Something or someone that is larger in size, quality, or quantity may be called "great." It is a term used for something beyond the ordinary. In the Bible, God, humans, and Christ receive this designation with theological significance.
God. The Bible describes God as the greatest of gods (Deut 10:17); his greatness is unsearchable (Psalm 145:3). In discussing this theological characteristic of God, how do we understand an attribute that is not understandable? Its very abundance makes our task difficult (Psalm 150:2).
God by nature is great. The Bible affirms the greatness of his power (Job 23:6; Psalm 66:3; Eph 1:19). Strength and might describe him (Isa 40:26; 63:1). The "greatness of majesty" becomes the worshiper's cry for who God is (Exod 15:7; Deut 5:24).
Of course, the clearest view of God's greatness comes from his actions toward creation, especially toward his people. Creation records his greatness and leads to our praise (Psalm 145:6). God's care of the children of Israel in the wilderness demonstrated his greatness (Deut 3:24; 11:2). When Jesus healed a boy suffering from demon possession, the people affirmed the greatness of God in the act (Luke 9:43).
God also exhibits greatness in love toward humanity by forgiving (Num 14:19) and by redeeming (Deut 9:26). Nehemiah asks God to remember him for his attempt to preserve the holiness of Israel. The basis for his request revolves around the greatness of God's lovingkindness (Neh 13:22).
As an attribute, the greatness of God describes the extent and magnitude of his qualities.
Humans. Humans also may be considered "great." After the plagues of Egypt, Moses was "great" in importance both in Egypt and among the people of Israel. The queen of Sheba attested to the great wisdom of Solomon (2 Chron 9:6). Nebuchadnezzar's greatness returned to him after he humbled himself before the Lord (Dan 4:36). Mordecai achieved greatness in his position in the Persian government (Esther 10:2).
Human greatness depends on the quality of a person's life. It is something that may be taken away, as in the case of Nebuchadnezzar, or may be lost, as in the case of the greatness of the nation of Egypt (Eze 31). "Great folly" takes away any semblance of greatness (Prov 5:23).
Psalm 71 explains that the actions of some enemies, perhaps due to old age, may lead to lost prestige. The psalmist's prayer attests to a trust in God to restore the former "greatness" (v. 21). Right standing in the community will be restored in the same way that God worked before the difficulties that took them away.
Christ. Christ turned the definition of human greatness in a profound direction. Jesus modeled greatness by humbling himself in coming to earth and dying on the cross (Php 2:5-11). Jesus made this perspective clear in his teachings. When the disciples asked who is the greatest in the kingdom, Jesus answered by bringing a child into their midst and declaring that even admission into the kingdom depended on a similar attitude of humility (Matt 18:1-4).

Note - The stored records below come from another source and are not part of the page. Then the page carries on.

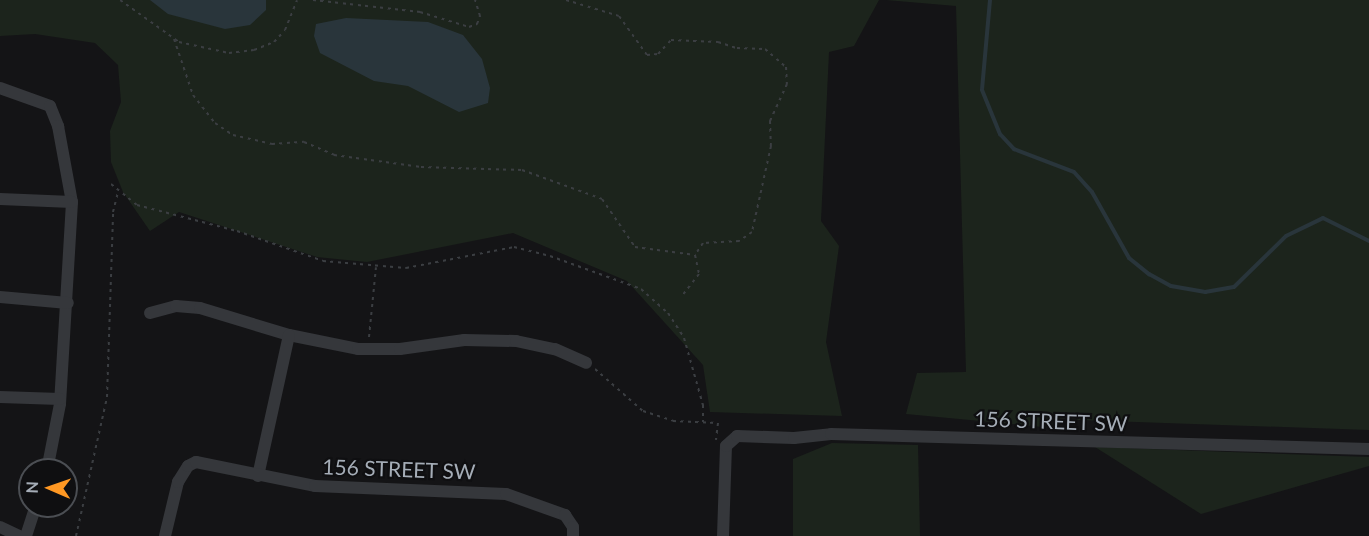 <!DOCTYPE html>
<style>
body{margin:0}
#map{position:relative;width:1369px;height:536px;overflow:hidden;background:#141416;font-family:Lato,sans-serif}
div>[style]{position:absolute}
.green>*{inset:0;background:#1c241c}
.water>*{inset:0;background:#29353b}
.stream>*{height:4px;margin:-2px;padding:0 2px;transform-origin:2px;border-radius:2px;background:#29353b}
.path>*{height:2px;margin-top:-1px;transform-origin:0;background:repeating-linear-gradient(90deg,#3b3e42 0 3px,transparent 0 7.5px)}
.minor>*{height:12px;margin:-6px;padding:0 6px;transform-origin:6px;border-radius:6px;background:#35373b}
span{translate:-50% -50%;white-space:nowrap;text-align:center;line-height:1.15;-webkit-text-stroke:4.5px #0f0f11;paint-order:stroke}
.street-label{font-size:21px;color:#a5adb7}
.north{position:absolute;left:18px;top:458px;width:60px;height:60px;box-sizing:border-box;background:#0f0f11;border:2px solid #4b4e53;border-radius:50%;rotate:272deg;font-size:16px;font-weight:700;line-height:24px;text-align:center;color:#a5adb7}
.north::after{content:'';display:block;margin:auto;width:21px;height:27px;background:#ff9823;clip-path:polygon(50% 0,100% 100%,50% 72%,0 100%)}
</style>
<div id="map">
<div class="green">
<div style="clip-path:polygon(0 0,879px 0,854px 46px,829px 52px,821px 221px,839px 246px,826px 342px,842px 416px,710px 412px,703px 365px,627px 281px,513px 233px,367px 262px,317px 257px,179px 212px,150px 231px,123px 192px,111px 162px,110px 131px,121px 102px,118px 65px,95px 43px,35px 34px,0 36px)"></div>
<div style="clip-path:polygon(886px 0,1369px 0,1369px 430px,1051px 419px,1054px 428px,906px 414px,917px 373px,966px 372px,956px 6px)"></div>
<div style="clip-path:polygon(832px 443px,918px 445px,920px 536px,793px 536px,793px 459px)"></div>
<div style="clip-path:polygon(1095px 447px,1369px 457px,1369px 466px,1201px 514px)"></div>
</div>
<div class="water">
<div style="clip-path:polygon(150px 0,266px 0,266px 10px,250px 25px,225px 29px,168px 14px)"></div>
<div style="clip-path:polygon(346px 18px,428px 22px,463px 35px,482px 59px,490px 88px,488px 103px,459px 112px,408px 86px,374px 81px,320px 53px,314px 36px,316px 24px)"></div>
</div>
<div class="stream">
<div style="left:990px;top:0;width:90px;rotate:95.1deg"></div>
<div style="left:982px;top:90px;width:48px;rotate:67.8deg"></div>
<div style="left:1000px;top:134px;width:21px;rotate:47deg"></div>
<div style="left:1014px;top:149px;width:64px;rotate:21deg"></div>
<div style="left:1074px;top:172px;width:27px;rotate:48deg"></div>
<div style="left:1092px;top:192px;width:76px;rotate:60.7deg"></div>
<div style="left:1129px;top:258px;width:26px;rotate:39deg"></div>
<div style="left:1149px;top:274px;width:25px;rotate:29deg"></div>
<div style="left:1171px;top:286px;width:35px;rotate:10deg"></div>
<div style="left:1205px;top:292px;width:29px;rotate:-10deg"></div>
<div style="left:1234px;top:287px;width:73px;rotate:-44.4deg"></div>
<div style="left:1286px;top:236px;width:41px;rotate:-25.9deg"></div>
<div style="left:1323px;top:218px;width:51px;rotate:26.6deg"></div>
</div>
<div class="path">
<div style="left:120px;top:0;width:72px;rotate:35.4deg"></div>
<div style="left:179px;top:42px;width:51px;rotate:12.4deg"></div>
<div style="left:229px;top:53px;width:25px;rotate:-7deg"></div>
<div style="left:254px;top:50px;width:22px;rotate:-22deg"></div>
<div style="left:274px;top:42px;width:16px;rotate:-47deg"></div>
<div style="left:285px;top:30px;width:32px;rotate:-68deg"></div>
<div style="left:313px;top:0;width:108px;rotate:6.4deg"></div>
<div style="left:420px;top:12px;width:51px;rotate:17deg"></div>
<div style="left:469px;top:27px;width:9px;rotate:-21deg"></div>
<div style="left:477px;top:24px;width:9px;rotate:-69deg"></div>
<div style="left:480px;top:16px;width:17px;rotate:-107deg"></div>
<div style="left:566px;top:0;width:55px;rotate:16.8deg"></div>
<div style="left:619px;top:16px;width:48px;rotate:54.3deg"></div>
<div style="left:647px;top:55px;width:11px;rotate:-5deg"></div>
<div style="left:658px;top:54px;width:19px;rotate:-47deg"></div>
<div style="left:671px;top:40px;width:47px;rotate:2.4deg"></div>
<div style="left:718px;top:42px;width:20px;rotate:18deg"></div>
<div style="left:737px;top:48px;width:28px;rotate:2deg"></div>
<div style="left:765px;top:49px;width:28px;rotate:41deg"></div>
<div style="left:786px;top:67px;width:17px;rotate:87deg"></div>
<div style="left:787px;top:84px;width:41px;rotate:114.7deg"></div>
<div style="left:770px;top:121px;width:25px;rotate:88deg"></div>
<div style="left:771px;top:146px;width:88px;rotate:102.5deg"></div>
<div style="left:752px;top:232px;width:16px;rotate:145deg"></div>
<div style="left:739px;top:241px;width:36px;rotate:177deg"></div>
<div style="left:703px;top:243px;width:14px;rotate:124deg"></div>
<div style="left:695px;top:255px;width:19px;rotate:78deg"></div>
<div style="left:699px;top:274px;width:29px;rotate:128deg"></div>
<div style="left:174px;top:39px;width:59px;rotate:71.3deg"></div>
<div style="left:193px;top:95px;width:36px;rotate:52deg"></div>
<div style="left:215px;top:123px;width:22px;rotate:34deg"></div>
<div style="left:233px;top:135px;width:40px;rotate:13deg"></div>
<div style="left:272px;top:144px;width:32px;rotate:-4deg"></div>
<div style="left:304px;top:142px;width:33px;rotate:23deg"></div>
<div style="left:334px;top:155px;width:88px;rotate:7.9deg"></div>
<div style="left:421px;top:167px;width:101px;rotate:1.7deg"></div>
<div style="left:522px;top:170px;width:85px;rotate:19.9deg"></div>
<div style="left:602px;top:199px;width:58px;rotate:55.5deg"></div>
<div style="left:635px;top:247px;width:61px;rotate:7.6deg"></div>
<div style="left:111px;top:184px;width:33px;rotate:39deg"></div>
<div style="left:137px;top:205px;width:103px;rotate:14.6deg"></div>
<div style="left:237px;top:231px;width:91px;rotate:19.2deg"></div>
<div style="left:323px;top:261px;width:83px;rotate:4.8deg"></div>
<div style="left:406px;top:268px;width:110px;rotate:-11deg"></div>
<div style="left:514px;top:247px;width:37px;rotate:14deg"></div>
<div style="left:550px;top:256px;width:97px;rotate:19.9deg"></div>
<div style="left:641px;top:289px;width:36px;rotate:42deg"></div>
<div style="left:668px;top:313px;width:30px;rotate:57deg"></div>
<div style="left:684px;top:338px;width:70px;rotate:74.2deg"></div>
<div style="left:703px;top:405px;width:17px;rotate:90deg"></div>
<div style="left:369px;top:337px;width:70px;rotate:-84.3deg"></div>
<div style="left:595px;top:369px;width:64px;rotate:41.2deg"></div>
<div style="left:643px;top:411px;width:32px;rotate:18deg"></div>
<div style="left:673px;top:421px;width:45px;rotate:2.5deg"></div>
<div style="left:718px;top:423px;width:17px;rotate:97deg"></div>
<div style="left:76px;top:536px;width:142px;rotate:-77.4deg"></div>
<div style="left:107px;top:397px;width:185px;rotate:-88.1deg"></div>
<div style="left:113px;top:212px;width:21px;rotate:-76deg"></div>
</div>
<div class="minor">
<div style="left:0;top:88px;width:53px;rotate:19.8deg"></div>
<div style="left:50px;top:106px;width:22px;rotate:68deg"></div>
<div style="left:58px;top:126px;width:77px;rotate:79.6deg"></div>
<div style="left:72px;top:202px;width:202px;rotate:93.4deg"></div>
<div style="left:60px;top:404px;width:67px;rotate:101.1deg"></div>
<div style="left:0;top:199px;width:72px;rotate:2.4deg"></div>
<div style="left:0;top:297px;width:68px;rotate:5deg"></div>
<div style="left:150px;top:313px;width:27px;rotate:-15deg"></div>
<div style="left:176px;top:306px;width:24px;rotate:5deg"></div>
<div style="left:200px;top:308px;width:93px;rotate:16.9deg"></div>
<div style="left:289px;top:335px;width:70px;rotate:11.5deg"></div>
<div style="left:358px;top:349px;width:42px"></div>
<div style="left:400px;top:349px;width:65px;rotate:-8deg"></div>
<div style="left:464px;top:340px;width:52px;rotate:1.1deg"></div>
<div style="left:516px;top:341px;width:40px;rotate:12deg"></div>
<div style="left:555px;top:349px;width:34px;rotate:24deg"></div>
<div style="left:0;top:397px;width:60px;rotate:1.9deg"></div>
<div style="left:258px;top:476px;width:144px;rotate:-77.6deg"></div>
<div style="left:0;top:527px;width:21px;rotate:25deg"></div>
<div style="left:26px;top:536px;width:32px;rotate:-72deg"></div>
<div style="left:165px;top:536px;width:56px;rotate:-76.5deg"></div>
<div style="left:178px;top:482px;width:19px;rotate:-58deg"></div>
<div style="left:188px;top:466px;width:9px;rotate:-27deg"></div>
<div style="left:196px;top:462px;width:121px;rotate:11.4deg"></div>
<div style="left:315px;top:486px;width:191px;rotate:2.4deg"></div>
<div style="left:506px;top:494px;width:63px;rotate:19.6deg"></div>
<div style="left:565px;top:515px;width:14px;rotate:56deg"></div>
<div style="left:573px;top:527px;width:9px;rotate:90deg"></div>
<div style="left:723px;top:536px;width:90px;rotate:-88.1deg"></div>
<div style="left:726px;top:446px;width:15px;rotate:-42deg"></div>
<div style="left:737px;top:436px;width:57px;rotate:2deg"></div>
<div style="left:794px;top:438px;width:37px;rotate:-6deg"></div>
<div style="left:831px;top:434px;width:538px;rotate:1.6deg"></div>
</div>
<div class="street-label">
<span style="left:1051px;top:421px;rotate:2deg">156 STREET SW</span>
<span style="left:399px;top:469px;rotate:2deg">156 STREET SW</span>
</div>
<div class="north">N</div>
</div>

The mother of James and John asked if her boys could sit on the right and left hands of Jesus in the kingdom. The other disciples became upset with the brothers. Jesus used the occasion to say that the one who wanted to be great among them had to be their servant (Matt 20:26; 23:11). Jesus noted that his life would exemplify this attitude by his service, including the gift of his life (Matt 20:28).
The greatness of a person is measured by service to others. Christ set the example.